Your answer must hold only the lines below from the line containing "display:flex; justify-content:space-between; align-items:center;" through the line containing "flex:none; width:28px; height:28px;", each reproduced exactly.

----------------------------------------

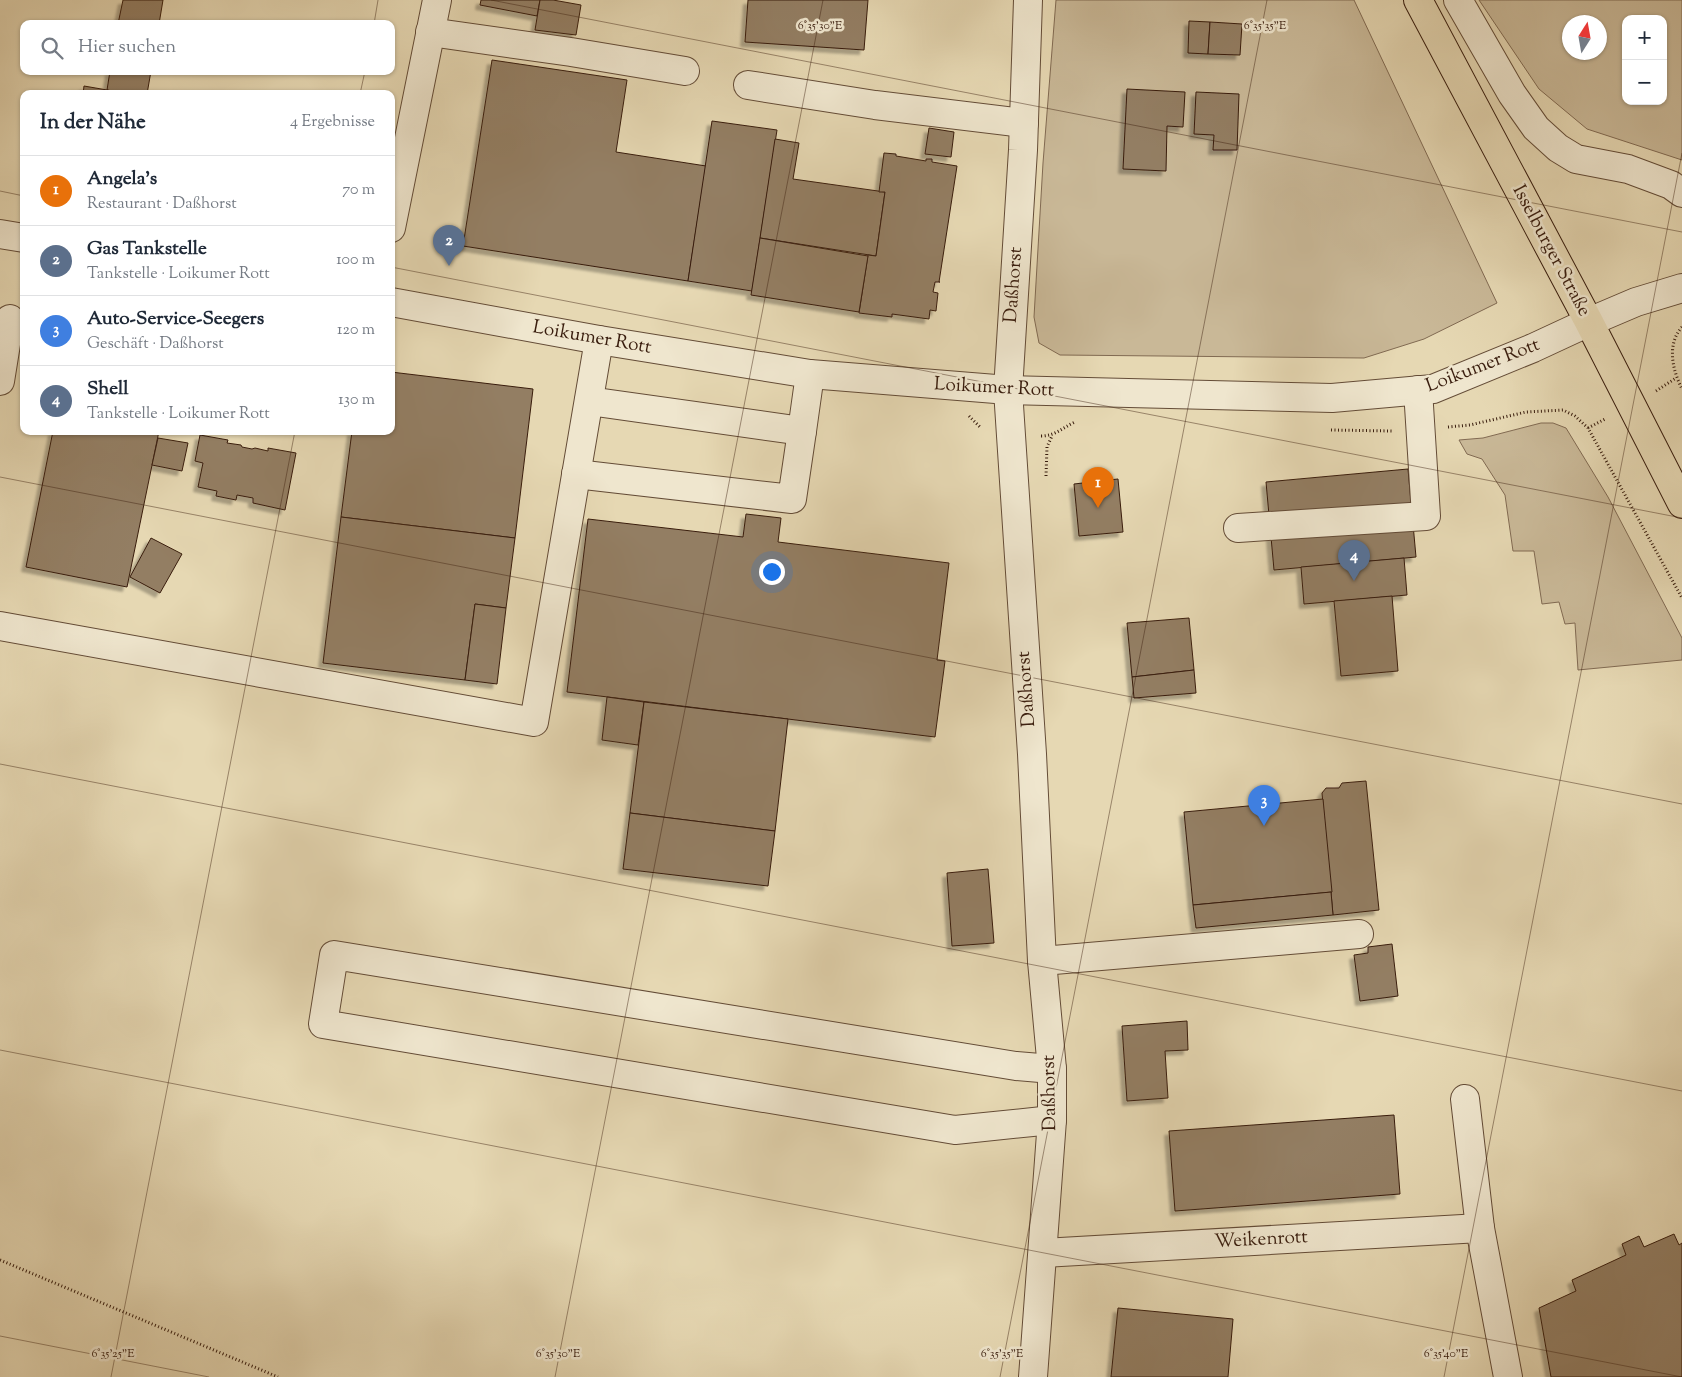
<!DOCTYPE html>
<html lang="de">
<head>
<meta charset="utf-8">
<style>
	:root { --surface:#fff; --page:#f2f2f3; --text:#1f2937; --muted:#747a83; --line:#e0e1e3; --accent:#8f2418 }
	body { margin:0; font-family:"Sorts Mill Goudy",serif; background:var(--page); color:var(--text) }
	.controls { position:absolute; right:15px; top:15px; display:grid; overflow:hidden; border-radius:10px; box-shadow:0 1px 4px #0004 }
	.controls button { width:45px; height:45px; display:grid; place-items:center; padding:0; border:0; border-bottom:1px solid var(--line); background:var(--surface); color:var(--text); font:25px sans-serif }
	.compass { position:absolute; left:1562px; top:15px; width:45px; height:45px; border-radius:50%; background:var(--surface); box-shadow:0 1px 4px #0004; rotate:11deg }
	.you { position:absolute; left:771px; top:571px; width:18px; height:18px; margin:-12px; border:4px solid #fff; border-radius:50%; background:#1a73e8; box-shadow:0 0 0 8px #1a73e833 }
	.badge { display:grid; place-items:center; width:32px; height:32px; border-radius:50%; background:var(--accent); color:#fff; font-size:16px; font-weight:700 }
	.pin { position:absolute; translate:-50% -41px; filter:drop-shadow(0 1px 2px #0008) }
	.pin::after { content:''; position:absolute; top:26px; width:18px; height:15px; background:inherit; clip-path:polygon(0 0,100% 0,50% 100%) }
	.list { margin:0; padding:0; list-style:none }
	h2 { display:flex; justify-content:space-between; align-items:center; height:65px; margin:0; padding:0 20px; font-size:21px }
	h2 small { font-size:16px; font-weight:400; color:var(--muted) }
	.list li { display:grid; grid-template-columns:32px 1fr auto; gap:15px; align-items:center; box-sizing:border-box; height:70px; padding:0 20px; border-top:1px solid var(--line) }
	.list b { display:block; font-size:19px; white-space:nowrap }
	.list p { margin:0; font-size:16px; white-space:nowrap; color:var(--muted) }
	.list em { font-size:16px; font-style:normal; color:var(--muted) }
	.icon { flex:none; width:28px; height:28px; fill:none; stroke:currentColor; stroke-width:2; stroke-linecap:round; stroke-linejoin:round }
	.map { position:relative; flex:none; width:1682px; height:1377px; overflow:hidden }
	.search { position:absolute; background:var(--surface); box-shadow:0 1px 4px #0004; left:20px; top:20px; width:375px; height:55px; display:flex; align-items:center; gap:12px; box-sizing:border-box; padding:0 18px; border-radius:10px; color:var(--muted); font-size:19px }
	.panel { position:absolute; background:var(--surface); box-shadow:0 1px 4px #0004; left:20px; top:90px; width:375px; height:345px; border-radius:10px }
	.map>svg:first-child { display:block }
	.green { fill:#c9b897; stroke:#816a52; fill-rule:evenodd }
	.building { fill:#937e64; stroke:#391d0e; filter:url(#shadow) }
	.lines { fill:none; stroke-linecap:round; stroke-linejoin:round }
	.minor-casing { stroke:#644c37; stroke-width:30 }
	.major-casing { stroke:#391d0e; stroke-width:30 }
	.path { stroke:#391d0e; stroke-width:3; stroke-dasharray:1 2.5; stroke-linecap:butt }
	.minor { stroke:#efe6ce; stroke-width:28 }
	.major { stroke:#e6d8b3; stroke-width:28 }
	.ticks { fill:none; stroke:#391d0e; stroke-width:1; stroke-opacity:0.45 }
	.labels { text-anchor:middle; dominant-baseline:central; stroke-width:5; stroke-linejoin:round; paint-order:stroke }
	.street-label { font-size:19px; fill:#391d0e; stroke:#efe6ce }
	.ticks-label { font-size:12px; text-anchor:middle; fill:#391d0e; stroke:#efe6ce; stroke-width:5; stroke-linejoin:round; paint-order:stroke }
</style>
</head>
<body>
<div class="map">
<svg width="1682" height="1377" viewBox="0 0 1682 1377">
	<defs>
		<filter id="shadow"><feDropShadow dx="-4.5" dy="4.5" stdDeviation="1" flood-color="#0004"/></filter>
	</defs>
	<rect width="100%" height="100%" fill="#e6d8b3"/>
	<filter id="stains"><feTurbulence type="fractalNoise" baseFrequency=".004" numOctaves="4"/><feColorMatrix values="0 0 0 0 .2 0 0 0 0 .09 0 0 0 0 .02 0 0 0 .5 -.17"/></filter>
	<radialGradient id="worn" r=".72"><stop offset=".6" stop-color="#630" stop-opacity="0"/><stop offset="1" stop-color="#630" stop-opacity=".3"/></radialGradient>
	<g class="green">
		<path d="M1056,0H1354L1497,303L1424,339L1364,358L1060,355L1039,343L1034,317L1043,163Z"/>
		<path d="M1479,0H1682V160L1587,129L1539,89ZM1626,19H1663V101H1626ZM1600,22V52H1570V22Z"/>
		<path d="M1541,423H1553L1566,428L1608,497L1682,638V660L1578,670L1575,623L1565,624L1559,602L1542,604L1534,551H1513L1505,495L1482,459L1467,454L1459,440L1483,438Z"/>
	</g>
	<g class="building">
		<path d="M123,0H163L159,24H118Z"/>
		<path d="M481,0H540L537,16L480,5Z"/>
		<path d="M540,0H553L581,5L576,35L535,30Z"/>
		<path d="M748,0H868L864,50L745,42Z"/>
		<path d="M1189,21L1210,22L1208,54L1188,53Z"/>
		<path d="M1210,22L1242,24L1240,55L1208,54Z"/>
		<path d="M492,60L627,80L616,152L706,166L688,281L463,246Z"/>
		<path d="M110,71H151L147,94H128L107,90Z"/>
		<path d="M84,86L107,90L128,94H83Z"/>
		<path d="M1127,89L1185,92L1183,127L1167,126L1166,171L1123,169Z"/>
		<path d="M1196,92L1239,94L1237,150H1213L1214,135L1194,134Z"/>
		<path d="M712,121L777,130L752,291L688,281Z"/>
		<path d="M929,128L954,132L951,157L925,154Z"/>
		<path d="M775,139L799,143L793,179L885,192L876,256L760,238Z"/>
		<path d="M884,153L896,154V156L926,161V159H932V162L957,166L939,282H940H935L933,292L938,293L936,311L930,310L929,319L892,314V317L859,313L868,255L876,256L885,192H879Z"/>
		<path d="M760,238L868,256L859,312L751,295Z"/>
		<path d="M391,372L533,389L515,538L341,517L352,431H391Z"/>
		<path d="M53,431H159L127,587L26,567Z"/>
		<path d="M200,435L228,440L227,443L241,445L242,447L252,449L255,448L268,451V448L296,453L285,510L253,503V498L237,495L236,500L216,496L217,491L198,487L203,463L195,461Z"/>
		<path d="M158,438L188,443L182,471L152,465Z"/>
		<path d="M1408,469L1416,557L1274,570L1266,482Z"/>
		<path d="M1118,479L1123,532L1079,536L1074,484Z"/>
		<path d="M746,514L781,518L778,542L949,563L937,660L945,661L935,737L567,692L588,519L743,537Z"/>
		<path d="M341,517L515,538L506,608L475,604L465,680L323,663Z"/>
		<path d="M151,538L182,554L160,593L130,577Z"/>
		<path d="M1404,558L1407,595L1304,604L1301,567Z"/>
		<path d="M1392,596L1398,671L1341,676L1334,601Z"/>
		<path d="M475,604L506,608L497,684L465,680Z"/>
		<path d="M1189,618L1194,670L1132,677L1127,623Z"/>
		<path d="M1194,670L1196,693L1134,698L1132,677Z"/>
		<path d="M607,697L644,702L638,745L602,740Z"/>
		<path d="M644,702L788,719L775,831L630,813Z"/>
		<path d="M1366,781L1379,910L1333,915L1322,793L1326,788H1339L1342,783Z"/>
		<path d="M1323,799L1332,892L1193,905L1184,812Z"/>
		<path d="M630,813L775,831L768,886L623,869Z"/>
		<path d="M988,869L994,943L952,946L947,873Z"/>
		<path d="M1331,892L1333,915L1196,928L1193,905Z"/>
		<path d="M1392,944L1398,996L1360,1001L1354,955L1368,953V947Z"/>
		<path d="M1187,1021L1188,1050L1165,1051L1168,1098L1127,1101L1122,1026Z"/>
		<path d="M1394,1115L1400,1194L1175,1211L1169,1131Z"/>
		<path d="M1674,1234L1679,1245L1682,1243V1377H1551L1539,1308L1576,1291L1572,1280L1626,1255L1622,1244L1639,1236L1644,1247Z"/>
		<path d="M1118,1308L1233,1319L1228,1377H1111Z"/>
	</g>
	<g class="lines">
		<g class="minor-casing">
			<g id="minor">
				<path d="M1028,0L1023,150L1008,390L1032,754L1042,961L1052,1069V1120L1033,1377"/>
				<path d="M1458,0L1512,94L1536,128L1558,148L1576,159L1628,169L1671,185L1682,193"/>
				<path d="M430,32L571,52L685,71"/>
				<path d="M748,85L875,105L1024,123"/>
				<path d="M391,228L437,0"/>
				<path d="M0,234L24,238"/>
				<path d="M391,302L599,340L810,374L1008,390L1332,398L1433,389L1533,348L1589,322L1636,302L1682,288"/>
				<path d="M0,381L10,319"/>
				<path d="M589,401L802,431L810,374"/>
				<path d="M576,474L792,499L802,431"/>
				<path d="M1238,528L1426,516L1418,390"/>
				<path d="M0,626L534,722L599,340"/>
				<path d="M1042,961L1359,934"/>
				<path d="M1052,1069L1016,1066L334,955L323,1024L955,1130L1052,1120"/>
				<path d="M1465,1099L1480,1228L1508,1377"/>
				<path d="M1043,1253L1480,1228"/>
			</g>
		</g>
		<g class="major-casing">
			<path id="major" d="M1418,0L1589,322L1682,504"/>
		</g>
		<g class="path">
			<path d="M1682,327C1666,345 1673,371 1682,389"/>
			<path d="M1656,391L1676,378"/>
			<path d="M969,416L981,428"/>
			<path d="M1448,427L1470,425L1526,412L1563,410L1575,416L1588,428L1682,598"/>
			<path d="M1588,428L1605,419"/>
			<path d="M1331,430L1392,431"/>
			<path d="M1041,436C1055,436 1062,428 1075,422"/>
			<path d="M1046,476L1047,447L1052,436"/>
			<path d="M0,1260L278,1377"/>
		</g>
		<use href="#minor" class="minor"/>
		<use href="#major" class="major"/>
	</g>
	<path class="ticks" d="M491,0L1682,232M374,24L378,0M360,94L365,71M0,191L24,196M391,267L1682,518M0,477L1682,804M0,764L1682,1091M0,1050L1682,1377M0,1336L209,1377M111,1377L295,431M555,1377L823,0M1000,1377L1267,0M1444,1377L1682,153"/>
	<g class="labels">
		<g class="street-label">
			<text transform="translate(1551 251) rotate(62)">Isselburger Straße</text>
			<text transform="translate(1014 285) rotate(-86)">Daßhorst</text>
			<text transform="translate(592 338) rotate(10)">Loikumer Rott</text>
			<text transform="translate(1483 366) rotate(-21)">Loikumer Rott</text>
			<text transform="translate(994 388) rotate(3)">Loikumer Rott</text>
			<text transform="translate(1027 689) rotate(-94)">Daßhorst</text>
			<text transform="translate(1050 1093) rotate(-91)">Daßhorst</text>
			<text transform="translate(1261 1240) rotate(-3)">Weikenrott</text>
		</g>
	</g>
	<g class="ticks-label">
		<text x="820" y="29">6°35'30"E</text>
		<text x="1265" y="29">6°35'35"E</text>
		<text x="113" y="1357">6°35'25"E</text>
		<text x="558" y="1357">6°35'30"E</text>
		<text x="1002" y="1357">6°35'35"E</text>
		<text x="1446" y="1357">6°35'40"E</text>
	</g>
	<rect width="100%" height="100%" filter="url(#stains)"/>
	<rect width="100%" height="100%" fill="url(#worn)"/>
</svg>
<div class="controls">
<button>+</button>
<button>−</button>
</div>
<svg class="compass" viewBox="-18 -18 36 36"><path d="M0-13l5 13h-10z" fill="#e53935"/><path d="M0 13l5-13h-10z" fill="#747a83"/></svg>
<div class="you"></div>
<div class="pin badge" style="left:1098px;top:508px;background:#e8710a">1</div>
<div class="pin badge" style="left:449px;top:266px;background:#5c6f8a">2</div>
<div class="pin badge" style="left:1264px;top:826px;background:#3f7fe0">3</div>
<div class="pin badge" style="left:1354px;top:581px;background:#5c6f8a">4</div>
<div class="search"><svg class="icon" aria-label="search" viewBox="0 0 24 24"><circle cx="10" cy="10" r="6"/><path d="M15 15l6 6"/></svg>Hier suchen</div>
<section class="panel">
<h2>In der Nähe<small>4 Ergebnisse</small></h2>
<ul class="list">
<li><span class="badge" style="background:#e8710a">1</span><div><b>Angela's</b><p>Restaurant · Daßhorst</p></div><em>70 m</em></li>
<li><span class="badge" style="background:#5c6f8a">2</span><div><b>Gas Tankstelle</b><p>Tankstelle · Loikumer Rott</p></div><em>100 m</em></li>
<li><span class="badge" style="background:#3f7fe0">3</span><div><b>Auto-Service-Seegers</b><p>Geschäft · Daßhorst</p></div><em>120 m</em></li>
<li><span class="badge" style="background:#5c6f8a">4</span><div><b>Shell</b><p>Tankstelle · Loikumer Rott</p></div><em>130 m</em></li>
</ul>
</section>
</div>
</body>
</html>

----------------------------------------

Answer to this task =>
	h2 { display:flex; justify-content:space-between; align-items:center; height:65px; margin:0; padding:0 20px; font-size:21px }
	h2 small { font-size:16px; font-weight:400; color:var(--muted) }
	.list li { display:grid; grid-template-columns:32px 1fr auto; gap:15px; align-items:center; box-sizing:border-box; height:70px; padding:0 20px; border-top:1px solid var(--line) }
	.list b { display:block; font-size:19px; white-space:nowrap }
	.list p { margin:0; font-size:16px; white-space:nowrap; color:var(--muted) }
	.list em { font-size:16px; font-style:normal; color:var(--muted) }
	.icon { flex:none; width:28px; height:28px; fill:none; stroke:currentColor; stroke-width:2; stroke-linecap:round; stroke-linejoin:round }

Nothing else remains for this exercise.